Doesn't make it any less annoying.
I fix myself a salad, Dad comes into the kitchen, sticks his nose into my salad and yells in my ear, "WHAT'S THAT?!" And before I can answer, he says, "IS THAT A SALAD?" And before I can answer that, he says, "PUT SOME BEETS ON IT!" (I hate beets. He knows this.) And before I can remind him (again) that I don't like beets, he says, "DON'T YOU LIKE BEETS?" Then, before he can dis on my salad anymore, I grab a fork and my beet-less salad and flee to the relative solitude of my office. This, or something very similar, happens more frequently than I can tell you.

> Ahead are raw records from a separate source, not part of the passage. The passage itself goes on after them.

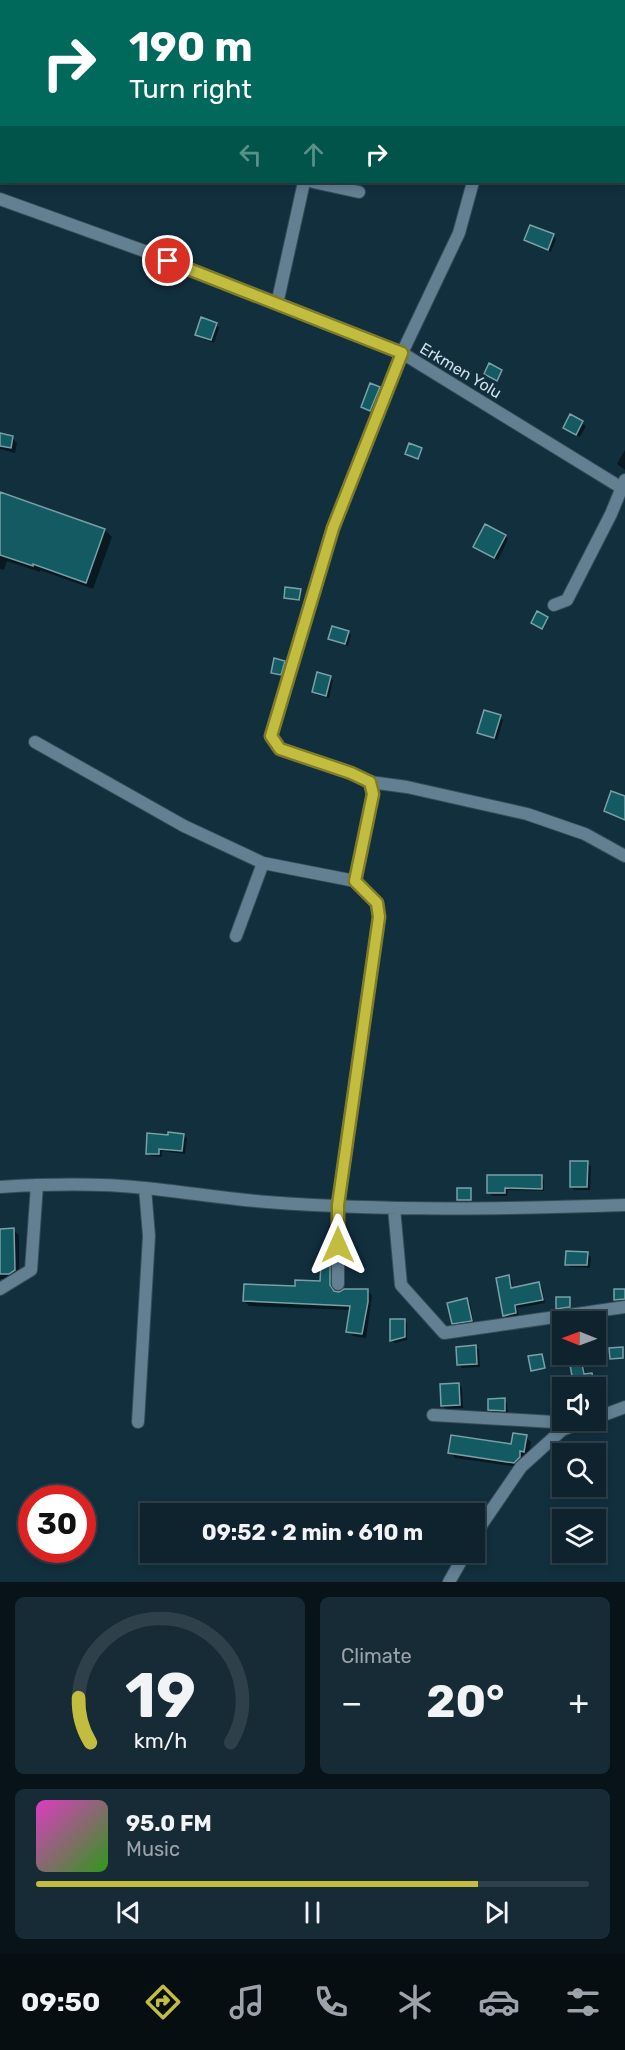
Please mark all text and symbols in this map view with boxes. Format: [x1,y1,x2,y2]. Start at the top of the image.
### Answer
text: 190 m [129,22,253,72]
icon: right [30,24,108,102]
text: Turn right [129,73,252,105]
icon: left [234,138,267,171]
icon: ahead [297,138,330,171]
icon: right [360,138,393,171]
pin [142,235,193,286]
icon: arrive [151,244,184,277]
street label: Erkmen Yolu [416,339,505,402]
position arrow [306,1213,370,1277]
north arrow [552,1311,606,1365]
map controls [552,1311,606,1563]
button: sound [552,1377,606,1431]
button: search [552,1443,606,1497]
speed limit sign: 30 [18,1485,96,1563]
button: layers [552,1509,606,1563]
text: 09:52 · 2 min · 610 m [202,1519,423,1546]
text: Climate [341,1644,412,1668]
text: 19 [124,1659,196,1733]
text: 20° [426,1675,505,1728]
text: − [341,1683,362,1722]
text: + [568,1683,589,1722]
text: km/h [133,1728,187,1753]
text: 95.0 FM [126,1810,212,1837]
text: Music [126,1837,180,1861]
icon: previous [112,1896,145,1929]
icon: pause [296,1896,329,1929]
icon: next [480,1896,513,1929]
icon: directions [142,1981,184,2023]
icon: music [226,1981,268,2023]
icon: phone [310,1981,352,2023]
icon: climate [394,1981,436,2023]
icon: car [478,1981,520,2023]
icon: filters [562,1981,604,2023]
text: 09:50 [21,1986,100,2018]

I buy two of Amy's Green Tamales and put them in the garage freezer. A couple of days ago, I brought one into the house freezer so I could have it later in the week. This morning, Dad wheels into the kitchen and says, "HEY! I ATE THAT TAMALE LAST NIGHT FOR DINNER..." And before I can explain that that tamale was, in fact, for me, he proclaims, "DON'T GET IT AGAIN! IT WAS TERRIBLE!"
A few weeks ago, I took a stick of butter out of the fridge, unwrapped it, and set it out on a plate, on the counter so I could make cookies later on in the day. Dad wheeled into the kitchen, somehow homed right in on that solitary stick of butter setting on the kitchen counter, wheeled over, picked it up, took a big ole bite out of it and said, "WHAT KIND OF CHEESE IS THIS?!" (eeyup. He seriously did this.) Then he complained, "IS THIS CHEESE? HUH?! TERRIBLE! DON'T GET IT AGAIN! NO FLAVOR!" And then, and this is the most infuriating part, he threw it into the trash.
So, okay, Dad is 95. He's old. He's oblivious to most of what goes on around him because he can't hear or see most of what goes on around him. I love my dad. But chomping on my stick of butter without asking what it is first and then tossing it into the trash because you thought it was flavorless cheese is just plain annoying!